**Prompt:** Output the whole listing exactly, except for the pictures in it.

**Recorded information:**
□ □ □

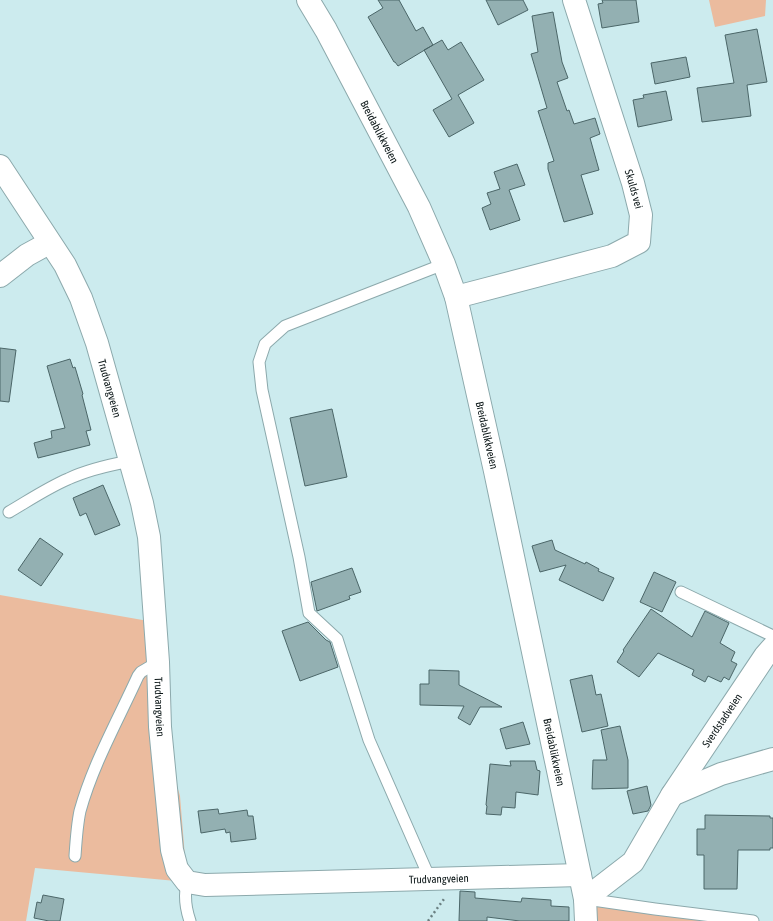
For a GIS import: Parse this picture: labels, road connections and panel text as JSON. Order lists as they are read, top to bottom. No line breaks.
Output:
{"streets":{"street":["Breidablikkveien","Skulds vei","Trudvangveien","Sverdstadveien"]},"crossings":[["Breidablikkveien","Skulds vei"],["Breidablikkveien","Trudvangveien"],["Breidablikkveien","Sverdstadveien"]]}
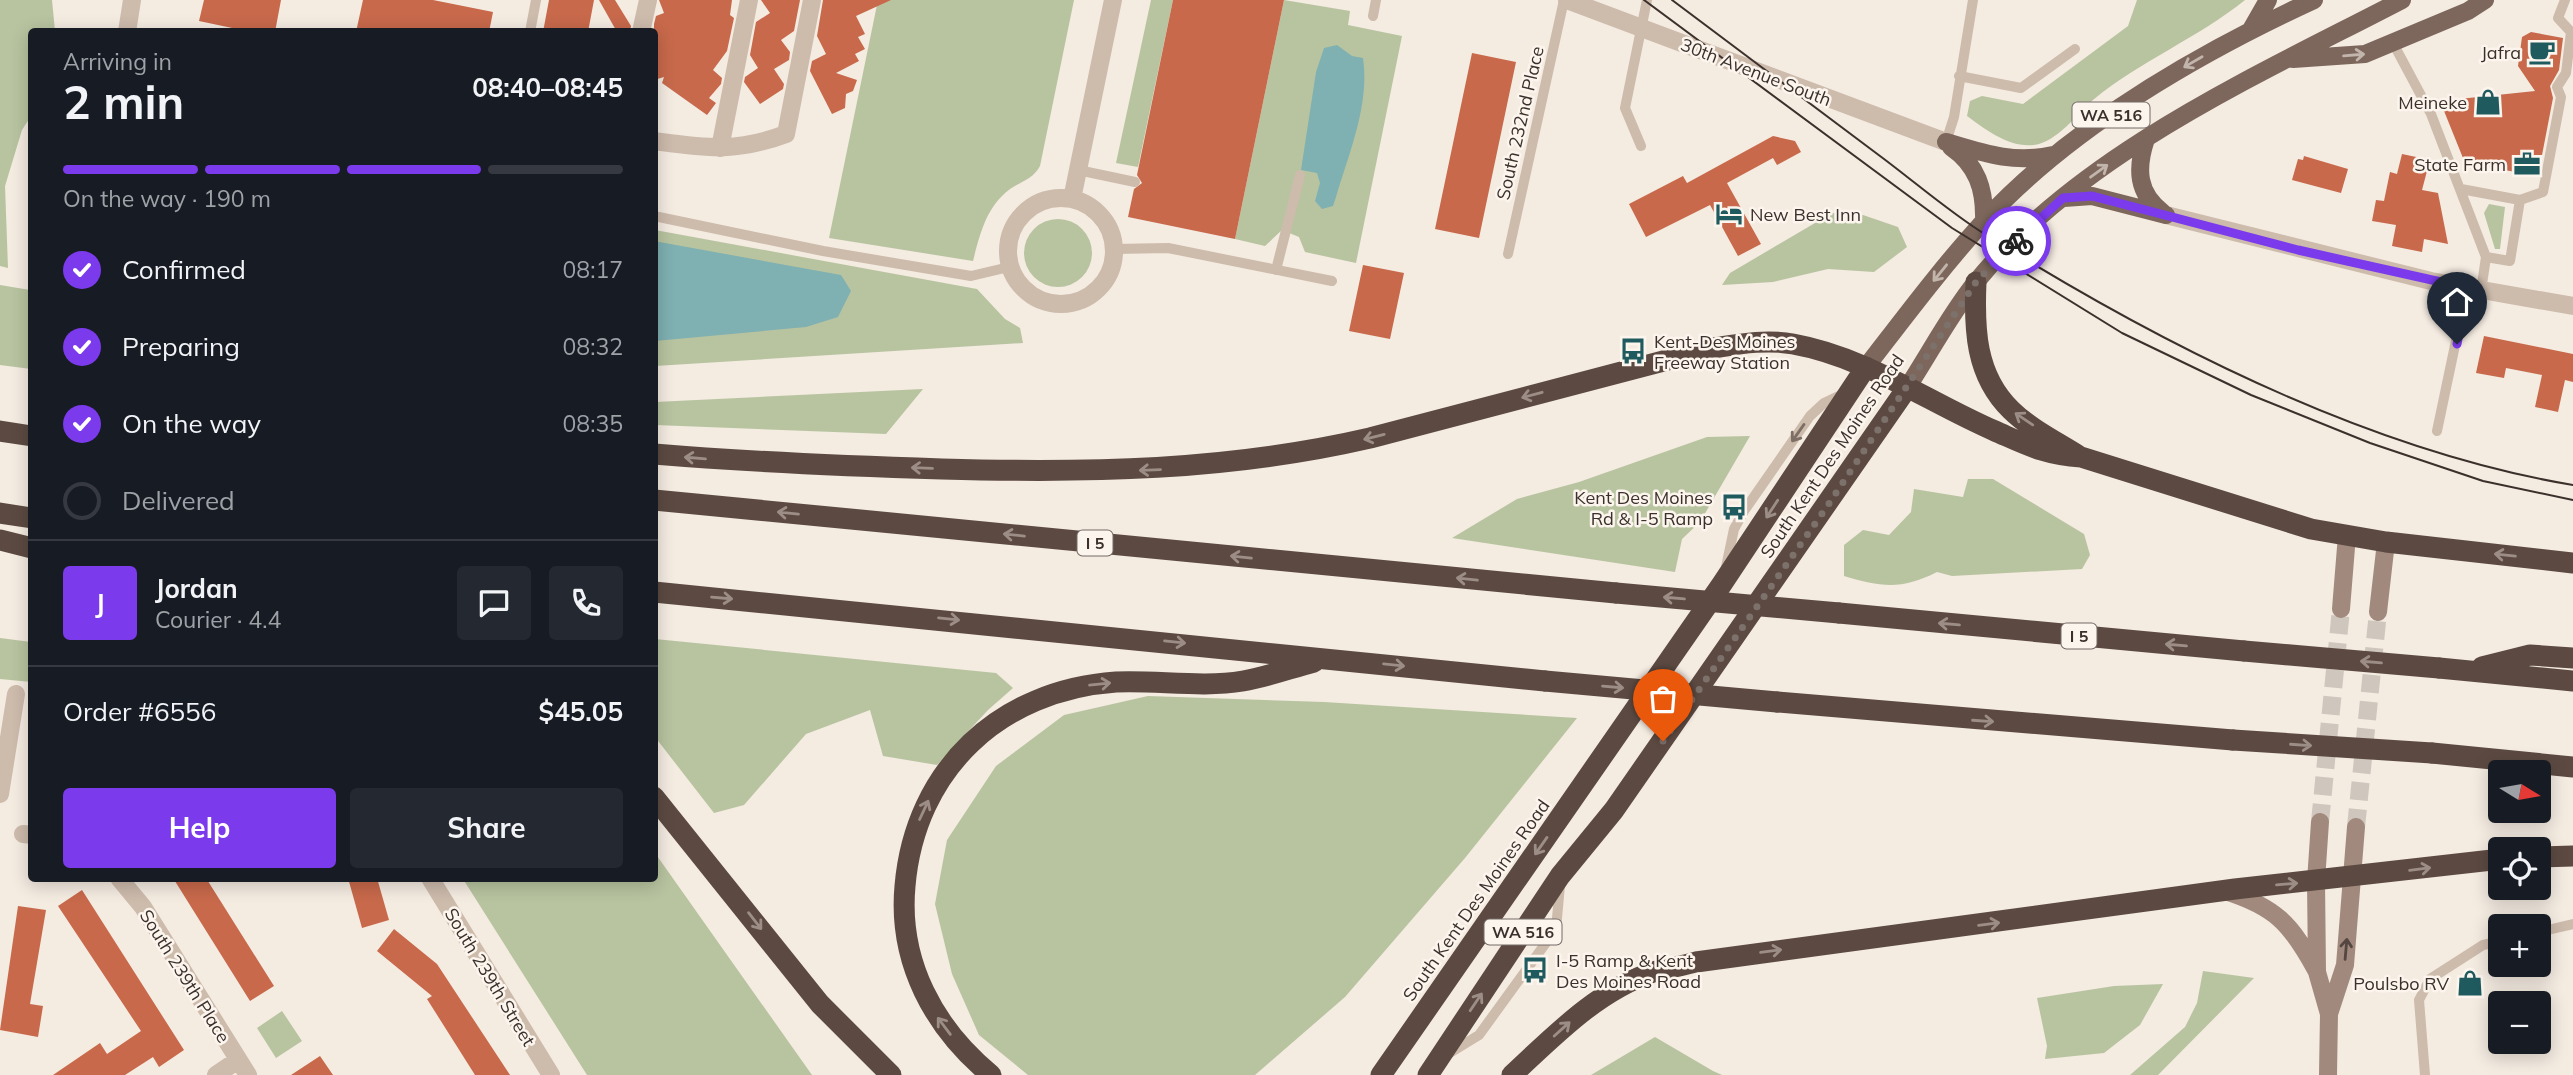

□ □ □

**Solution for this task:**
For a GIS import: Parse this picture: labels, road connections and panel text as JSON. Order lists as they are read, top to bottom. No line breaks.
Output:
{"streets":{"street":["Breidablikkveien","Skulds vei","Trudvangveien","Sverdstadveien"]},"crossings":[["Breidablikkveien","Skulds vei"],["Breidablikkveien","Trudvangveien"],["Breidablikkveien","Sverdstadveien"]]}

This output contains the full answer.